В Петровском Заводе мы простояли несколько дней, ожидая, пока будут поданы составы, чтобы погрузить пехоту и штабы, которым был обещан переезд отсюда в Читу по железной дороге. Люди отдыхали, мылись в бане, приходили в себя от всего пережитого ужаса междоусобной войны.

Но не оставляло напряженное состояние, как не прекращались и слухи о новых опасностях. Наша разведка к этому времени была налажена уже хорошо и давала очень полные сведения. Было установлено, между прочим, совершенно точно, что чехи, которые все еще проходили эшелонами на восток, снабжали красные шайки оружием и патронами. В их поездах скрывались большевицкие комиссары, и оттуда шло фактическое руководство военными действиями против замученной усталой Русской армии.
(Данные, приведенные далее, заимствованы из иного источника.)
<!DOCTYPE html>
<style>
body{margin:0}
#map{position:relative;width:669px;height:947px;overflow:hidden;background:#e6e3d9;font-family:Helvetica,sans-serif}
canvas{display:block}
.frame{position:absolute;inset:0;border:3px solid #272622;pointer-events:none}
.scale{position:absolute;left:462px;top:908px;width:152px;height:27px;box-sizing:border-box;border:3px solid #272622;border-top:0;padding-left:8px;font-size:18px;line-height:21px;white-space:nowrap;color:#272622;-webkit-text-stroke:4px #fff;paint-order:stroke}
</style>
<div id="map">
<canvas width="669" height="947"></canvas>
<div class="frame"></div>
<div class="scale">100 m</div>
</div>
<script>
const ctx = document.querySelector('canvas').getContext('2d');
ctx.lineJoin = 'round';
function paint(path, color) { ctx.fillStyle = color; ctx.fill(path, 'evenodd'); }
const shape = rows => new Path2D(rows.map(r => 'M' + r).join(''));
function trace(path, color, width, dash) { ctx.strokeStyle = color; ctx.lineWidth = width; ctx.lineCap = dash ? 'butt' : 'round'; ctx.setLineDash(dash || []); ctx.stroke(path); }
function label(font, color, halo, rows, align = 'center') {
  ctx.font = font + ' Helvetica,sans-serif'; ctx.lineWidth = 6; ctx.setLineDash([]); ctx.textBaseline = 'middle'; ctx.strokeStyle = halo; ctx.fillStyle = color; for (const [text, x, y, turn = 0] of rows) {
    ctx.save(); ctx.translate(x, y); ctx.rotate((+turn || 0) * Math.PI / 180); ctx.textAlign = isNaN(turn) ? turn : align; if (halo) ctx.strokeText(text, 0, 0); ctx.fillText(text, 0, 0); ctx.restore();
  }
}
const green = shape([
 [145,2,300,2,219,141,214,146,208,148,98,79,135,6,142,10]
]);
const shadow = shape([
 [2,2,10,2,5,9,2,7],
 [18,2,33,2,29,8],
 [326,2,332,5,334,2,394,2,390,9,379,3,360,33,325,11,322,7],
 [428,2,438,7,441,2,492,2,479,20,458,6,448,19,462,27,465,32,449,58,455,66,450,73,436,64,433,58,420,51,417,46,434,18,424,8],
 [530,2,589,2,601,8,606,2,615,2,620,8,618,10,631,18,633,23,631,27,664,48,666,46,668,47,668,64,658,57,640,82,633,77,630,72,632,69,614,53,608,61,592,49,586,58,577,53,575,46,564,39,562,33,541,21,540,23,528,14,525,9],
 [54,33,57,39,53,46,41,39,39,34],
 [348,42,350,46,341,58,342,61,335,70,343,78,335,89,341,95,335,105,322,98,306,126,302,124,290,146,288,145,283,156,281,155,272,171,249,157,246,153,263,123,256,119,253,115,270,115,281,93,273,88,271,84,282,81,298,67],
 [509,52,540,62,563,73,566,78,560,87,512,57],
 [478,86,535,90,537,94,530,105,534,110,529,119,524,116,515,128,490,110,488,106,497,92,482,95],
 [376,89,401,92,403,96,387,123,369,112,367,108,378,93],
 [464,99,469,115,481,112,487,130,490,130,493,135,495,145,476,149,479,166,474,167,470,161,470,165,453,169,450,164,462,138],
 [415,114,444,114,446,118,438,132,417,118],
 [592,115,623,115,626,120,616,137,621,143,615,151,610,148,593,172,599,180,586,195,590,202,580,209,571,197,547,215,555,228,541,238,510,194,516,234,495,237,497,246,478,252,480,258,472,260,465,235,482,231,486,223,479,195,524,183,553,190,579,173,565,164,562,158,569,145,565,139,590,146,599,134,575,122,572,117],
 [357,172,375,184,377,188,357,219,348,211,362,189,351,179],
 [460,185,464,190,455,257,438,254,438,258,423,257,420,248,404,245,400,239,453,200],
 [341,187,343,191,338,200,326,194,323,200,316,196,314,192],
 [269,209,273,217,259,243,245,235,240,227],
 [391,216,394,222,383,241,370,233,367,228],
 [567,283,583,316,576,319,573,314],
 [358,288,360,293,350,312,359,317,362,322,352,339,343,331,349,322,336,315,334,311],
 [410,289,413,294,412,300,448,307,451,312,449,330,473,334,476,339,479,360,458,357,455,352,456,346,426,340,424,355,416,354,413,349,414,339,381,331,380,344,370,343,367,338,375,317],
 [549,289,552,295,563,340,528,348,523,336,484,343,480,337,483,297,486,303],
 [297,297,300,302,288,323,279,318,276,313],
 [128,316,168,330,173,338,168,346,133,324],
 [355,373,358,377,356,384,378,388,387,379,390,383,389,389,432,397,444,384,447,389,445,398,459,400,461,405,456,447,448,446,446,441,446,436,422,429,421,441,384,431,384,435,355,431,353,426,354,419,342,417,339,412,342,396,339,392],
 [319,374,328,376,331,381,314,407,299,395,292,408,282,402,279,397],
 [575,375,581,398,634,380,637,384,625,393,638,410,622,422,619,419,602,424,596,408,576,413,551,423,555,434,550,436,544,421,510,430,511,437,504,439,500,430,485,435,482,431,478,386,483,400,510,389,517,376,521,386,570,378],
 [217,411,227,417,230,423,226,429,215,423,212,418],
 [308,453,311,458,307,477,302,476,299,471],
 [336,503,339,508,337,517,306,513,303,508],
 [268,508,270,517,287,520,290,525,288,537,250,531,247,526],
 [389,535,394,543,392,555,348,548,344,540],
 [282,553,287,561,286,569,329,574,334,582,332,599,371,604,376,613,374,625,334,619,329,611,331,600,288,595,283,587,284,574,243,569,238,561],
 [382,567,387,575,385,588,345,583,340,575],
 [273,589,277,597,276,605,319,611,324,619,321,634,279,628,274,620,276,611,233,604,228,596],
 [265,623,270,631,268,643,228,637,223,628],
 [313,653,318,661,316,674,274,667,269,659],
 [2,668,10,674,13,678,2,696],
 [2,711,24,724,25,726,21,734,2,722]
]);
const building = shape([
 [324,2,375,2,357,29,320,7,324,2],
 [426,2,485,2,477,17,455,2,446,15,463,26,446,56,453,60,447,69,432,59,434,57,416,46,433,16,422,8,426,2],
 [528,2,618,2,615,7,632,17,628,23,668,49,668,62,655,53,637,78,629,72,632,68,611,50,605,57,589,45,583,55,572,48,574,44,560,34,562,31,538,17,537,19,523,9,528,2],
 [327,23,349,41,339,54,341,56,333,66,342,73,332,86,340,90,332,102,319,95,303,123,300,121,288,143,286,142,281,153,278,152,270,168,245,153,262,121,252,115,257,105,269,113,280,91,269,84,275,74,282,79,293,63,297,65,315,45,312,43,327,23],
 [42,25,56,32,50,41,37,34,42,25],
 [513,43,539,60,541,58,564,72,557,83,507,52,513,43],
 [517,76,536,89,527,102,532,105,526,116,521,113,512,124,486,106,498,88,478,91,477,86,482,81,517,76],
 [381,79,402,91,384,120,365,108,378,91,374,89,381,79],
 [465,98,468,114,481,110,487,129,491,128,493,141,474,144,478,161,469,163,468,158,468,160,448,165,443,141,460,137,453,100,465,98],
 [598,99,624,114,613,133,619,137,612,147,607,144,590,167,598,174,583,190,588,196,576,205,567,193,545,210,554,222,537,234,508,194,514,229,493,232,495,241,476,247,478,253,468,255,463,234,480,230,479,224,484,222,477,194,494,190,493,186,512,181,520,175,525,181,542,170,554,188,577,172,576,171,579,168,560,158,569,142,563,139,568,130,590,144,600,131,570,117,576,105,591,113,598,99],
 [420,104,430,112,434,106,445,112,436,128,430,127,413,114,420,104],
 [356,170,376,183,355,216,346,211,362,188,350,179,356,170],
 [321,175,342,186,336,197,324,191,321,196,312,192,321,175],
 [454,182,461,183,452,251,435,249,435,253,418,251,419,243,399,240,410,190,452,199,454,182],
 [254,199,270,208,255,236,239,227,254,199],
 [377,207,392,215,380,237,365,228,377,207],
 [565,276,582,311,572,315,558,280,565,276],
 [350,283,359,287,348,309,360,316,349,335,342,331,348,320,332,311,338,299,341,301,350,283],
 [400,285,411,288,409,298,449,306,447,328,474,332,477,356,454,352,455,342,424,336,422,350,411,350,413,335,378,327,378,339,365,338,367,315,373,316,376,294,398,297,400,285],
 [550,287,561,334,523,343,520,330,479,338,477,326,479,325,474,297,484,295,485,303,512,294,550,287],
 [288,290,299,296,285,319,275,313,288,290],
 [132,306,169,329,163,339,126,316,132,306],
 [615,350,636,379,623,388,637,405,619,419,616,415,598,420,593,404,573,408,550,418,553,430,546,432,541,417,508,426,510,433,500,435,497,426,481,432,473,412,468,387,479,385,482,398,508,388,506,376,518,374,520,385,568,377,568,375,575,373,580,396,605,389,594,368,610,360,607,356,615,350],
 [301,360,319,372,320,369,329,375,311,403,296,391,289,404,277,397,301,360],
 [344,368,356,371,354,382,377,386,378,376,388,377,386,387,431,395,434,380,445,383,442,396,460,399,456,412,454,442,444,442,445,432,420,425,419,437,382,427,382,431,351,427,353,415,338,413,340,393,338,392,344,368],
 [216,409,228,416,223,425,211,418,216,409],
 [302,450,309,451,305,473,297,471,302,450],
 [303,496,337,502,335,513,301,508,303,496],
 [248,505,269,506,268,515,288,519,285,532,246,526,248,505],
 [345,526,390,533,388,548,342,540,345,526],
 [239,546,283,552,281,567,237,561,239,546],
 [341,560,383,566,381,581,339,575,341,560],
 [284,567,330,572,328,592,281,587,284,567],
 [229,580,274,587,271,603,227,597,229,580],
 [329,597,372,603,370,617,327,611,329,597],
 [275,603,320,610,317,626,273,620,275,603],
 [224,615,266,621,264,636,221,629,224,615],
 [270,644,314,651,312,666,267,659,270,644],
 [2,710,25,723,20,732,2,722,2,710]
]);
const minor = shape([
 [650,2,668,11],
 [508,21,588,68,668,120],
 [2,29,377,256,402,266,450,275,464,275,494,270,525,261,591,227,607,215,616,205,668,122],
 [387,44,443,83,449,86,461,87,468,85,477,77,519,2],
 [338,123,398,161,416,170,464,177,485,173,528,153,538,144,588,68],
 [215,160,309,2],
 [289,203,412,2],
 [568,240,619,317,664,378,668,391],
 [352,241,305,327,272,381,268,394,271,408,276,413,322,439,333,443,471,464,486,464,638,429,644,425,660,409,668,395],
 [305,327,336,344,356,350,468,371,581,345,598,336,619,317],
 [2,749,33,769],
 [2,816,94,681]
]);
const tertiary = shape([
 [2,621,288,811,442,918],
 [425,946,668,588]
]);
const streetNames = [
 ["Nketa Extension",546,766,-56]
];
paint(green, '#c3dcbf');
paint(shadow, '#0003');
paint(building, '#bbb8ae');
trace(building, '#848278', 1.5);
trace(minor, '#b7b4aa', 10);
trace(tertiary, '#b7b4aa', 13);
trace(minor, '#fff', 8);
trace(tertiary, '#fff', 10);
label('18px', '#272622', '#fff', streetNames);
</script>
На третий день нашего пребывания в Петровском Заводе на базаре несколько чешских солдат и офицеров продавали русские казенные вещи. А как раз перед тем мной был отдан приказ, запрещающий делать это нашим солдатам под страхом предания суду. Наш патруль, высланный от егерей на базар, отобрал у чехов казенные вещи. Те начали ругаться и грозить; тогда егеря выгнали чехов с базара плетьми.

Через несколько часов разведка доставила сведения, что в эту ночь чехи собираются выступить против нас с целью обезоружить отряды белых, стоявшие в Петровском Заводе.

Были приняты меры, чтобы обезопасить себя. Выставили сторожевое охранение, сильные заставы, на станцию железной дороги отправили патрули. Старшему чешскому начальнику от моего штаба было послано требование, чтобы впредь ни один чех не смел приходить в поселок, – во избежание недоразумений. В каждой части было приказано иметь всю ночь дежурные роты и сотни, в полной боевой готовности.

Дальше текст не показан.